:: Record extracts ::

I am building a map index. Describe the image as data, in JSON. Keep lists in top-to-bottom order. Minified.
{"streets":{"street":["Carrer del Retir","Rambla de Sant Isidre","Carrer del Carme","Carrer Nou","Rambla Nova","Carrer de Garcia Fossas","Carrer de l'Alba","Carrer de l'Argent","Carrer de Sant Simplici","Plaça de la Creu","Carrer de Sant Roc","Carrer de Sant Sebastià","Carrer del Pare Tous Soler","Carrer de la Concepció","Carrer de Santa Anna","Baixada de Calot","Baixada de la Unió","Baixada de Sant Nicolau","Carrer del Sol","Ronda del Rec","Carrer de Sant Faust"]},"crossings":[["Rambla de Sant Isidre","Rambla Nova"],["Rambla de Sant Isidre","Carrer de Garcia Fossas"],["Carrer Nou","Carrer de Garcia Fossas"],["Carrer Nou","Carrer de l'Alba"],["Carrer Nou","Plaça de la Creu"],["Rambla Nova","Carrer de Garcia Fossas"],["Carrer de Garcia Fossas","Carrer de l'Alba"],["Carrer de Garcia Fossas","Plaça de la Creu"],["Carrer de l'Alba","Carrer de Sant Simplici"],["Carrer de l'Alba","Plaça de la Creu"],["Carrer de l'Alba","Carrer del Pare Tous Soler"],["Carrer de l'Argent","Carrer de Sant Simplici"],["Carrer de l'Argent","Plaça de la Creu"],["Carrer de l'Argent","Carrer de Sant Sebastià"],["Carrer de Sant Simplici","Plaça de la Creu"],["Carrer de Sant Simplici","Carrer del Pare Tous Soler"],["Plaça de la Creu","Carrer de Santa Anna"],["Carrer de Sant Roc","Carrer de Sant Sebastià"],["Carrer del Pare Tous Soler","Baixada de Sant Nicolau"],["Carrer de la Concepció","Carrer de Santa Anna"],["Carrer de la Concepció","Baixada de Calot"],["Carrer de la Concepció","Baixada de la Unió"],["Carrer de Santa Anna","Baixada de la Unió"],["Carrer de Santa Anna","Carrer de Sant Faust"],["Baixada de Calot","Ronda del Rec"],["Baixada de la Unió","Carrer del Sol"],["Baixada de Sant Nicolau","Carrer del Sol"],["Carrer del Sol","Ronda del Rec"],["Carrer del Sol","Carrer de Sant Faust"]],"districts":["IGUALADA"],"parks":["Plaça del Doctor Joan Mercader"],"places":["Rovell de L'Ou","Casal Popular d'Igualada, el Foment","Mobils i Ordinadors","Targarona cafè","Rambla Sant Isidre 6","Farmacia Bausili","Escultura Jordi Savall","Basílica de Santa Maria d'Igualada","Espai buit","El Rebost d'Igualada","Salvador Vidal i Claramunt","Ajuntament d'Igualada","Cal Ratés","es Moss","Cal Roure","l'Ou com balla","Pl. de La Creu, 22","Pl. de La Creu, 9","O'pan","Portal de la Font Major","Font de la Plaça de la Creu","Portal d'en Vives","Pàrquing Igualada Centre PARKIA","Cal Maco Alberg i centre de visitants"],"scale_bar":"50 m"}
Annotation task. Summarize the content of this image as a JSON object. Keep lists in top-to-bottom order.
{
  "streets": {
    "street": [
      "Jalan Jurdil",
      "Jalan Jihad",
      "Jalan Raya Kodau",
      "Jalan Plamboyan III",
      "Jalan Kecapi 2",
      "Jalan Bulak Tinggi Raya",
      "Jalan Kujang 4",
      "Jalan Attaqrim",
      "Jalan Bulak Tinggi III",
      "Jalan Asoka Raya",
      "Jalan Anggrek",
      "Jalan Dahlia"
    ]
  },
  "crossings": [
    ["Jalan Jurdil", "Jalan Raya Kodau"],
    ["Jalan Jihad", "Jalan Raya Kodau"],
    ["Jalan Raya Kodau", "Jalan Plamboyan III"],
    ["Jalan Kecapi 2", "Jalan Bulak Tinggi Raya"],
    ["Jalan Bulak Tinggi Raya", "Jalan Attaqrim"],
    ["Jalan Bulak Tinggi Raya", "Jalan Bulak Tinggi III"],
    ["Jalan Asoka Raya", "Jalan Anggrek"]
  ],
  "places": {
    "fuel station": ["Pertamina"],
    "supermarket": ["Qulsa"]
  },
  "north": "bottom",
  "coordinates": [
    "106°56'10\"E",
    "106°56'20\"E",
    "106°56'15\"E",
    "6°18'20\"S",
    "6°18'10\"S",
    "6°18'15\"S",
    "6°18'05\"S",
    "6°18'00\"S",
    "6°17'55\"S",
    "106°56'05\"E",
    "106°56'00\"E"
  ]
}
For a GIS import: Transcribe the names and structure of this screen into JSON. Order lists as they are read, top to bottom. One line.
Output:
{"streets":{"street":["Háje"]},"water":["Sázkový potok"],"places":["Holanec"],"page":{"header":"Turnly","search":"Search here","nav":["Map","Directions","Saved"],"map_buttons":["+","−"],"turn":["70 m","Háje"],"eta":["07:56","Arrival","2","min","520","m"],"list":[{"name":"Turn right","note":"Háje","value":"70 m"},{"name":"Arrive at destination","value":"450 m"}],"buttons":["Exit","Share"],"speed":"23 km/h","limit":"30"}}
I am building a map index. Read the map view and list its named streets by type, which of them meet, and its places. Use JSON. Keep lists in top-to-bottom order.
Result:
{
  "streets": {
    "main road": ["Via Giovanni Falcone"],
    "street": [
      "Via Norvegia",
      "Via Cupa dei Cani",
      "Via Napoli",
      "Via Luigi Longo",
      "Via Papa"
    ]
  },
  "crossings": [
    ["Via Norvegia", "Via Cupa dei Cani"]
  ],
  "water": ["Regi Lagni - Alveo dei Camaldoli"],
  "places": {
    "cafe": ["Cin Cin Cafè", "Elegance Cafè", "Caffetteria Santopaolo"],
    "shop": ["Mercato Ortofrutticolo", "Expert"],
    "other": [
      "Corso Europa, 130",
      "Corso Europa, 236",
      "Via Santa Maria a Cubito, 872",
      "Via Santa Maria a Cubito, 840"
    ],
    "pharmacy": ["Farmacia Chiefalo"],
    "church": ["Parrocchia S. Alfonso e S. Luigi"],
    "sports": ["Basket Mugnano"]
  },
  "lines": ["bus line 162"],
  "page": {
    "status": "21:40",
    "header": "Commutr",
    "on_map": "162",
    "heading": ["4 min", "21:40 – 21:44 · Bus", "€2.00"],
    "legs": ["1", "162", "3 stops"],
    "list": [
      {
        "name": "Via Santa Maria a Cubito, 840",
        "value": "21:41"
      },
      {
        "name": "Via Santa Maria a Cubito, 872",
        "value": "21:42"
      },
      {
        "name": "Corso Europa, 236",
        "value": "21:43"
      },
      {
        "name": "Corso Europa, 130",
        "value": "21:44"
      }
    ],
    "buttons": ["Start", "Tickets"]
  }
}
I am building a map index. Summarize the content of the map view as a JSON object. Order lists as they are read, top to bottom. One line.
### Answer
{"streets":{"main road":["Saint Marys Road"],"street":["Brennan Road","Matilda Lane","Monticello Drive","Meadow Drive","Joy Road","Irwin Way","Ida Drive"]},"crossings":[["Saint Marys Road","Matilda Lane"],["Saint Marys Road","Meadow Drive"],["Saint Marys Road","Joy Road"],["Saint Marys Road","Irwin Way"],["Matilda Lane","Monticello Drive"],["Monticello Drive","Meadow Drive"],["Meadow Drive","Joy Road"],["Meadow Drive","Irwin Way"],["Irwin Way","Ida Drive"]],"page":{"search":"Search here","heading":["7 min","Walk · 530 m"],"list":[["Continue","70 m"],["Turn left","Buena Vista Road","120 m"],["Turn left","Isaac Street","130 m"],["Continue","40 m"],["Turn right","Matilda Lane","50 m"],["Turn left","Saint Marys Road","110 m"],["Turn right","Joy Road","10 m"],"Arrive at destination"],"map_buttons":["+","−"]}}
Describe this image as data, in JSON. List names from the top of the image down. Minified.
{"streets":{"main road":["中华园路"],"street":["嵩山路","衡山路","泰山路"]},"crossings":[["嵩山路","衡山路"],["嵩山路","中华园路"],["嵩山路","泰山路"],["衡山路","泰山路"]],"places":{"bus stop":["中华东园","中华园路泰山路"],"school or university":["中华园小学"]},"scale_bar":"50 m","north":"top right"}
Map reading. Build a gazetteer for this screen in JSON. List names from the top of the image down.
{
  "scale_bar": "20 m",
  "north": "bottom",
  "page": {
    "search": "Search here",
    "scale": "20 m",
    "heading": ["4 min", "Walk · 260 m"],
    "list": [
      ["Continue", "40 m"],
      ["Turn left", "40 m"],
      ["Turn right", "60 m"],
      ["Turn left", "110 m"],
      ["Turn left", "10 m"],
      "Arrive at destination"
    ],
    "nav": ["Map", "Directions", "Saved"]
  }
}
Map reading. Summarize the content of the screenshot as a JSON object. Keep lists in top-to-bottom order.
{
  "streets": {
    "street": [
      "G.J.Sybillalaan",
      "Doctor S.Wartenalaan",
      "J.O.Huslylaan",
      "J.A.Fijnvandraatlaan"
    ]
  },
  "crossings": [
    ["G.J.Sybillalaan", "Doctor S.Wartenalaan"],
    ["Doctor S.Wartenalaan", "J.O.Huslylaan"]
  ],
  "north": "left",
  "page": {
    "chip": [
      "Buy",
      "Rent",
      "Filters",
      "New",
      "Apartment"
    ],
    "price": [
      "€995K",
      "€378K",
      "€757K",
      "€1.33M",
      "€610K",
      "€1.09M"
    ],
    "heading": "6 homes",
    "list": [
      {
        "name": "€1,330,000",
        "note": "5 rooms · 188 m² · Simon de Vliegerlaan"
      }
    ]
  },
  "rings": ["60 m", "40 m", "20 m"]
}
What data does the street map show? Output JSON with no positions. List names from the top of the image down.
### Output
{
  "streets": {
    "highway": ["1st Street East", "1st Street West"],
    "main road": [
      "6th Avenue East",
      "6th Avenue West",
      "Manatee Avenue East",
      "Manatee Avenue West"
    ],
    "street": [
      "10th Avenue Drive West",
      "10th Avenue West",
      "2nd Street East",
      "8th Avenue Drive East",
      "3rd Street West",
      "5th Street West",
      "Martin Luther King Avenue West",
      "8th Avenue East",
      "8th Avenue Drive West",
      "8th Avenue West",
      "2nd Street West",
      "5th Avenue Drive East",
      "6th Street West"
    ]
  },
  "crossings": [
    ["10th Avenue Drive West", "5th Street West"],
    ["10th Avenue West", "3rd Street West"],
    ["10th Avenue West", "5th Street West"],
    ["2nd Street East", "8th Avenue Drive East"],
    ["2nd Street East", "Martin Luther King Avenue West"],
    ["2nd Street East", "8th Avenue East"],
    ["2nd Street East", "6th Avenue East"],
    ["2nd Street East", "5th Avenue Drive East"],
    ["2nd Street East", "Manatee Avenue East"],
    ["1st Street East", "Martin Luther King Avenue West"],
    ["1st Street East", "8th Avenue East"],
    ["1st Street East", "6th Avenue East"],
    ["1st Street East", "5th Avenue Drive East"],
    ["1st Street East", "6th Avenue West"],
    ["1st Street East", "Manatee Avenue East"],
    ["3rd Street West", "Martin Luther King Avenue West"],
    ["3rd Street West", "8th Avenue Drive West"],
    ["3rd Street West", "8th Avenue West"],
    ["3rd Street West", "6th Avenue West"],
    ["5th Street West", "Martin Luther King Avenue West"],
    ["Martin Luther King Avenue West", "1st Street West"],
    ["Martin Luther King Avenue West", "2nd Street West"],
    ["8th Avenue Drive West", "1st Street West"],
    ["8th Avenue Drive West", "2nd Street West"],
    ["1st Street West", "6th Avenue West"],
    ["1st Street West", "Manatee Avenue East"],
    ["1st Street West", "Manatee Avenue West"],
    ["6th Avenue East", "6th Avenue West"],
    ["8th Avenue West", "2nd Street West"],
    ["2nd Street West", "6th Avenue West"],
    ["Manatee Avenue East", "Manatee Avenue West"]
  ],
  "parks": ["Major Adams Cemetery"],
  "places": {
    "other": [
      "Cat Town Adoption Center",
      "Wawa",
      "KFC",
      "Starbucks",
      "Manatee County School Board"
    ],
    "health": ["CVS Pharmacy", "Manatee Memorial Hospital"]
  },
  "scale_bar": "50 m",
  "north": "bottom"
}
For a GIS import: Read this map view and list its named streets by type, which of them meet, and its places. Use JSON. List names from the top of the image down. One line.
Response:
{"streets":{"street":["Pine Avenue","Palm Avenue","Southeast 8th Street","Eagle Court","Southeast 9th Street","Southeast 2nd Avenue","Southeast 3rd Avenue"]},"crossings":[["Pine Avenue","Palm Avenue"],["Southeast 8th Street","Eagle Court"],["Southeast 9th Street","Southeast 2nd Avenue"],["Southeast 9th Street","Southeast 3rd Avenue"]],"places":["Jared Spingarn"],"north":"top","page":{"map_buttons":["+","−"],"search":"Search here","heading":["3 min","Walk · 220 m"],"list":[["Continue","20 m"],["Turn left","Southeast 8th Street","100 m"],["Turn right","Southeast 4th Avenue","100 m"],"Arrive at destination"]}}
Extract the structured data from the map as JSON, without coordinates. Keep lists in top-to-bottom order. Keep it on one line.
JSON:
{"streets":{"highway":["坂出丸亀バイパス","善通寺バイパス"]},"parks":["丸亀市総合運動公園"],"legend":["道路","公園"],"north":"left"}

:::

The problem: Every line that holds the word "Cubito" should be copied from the records.

Written answer:
      "Via Santa Maria a Cubito, 872",
      "Via Santa Maria a Cubito, 840"
        "name": "Via Santa Maria a Cubito, 840",
        "name": "Via Santa Maria a Cubito, 872",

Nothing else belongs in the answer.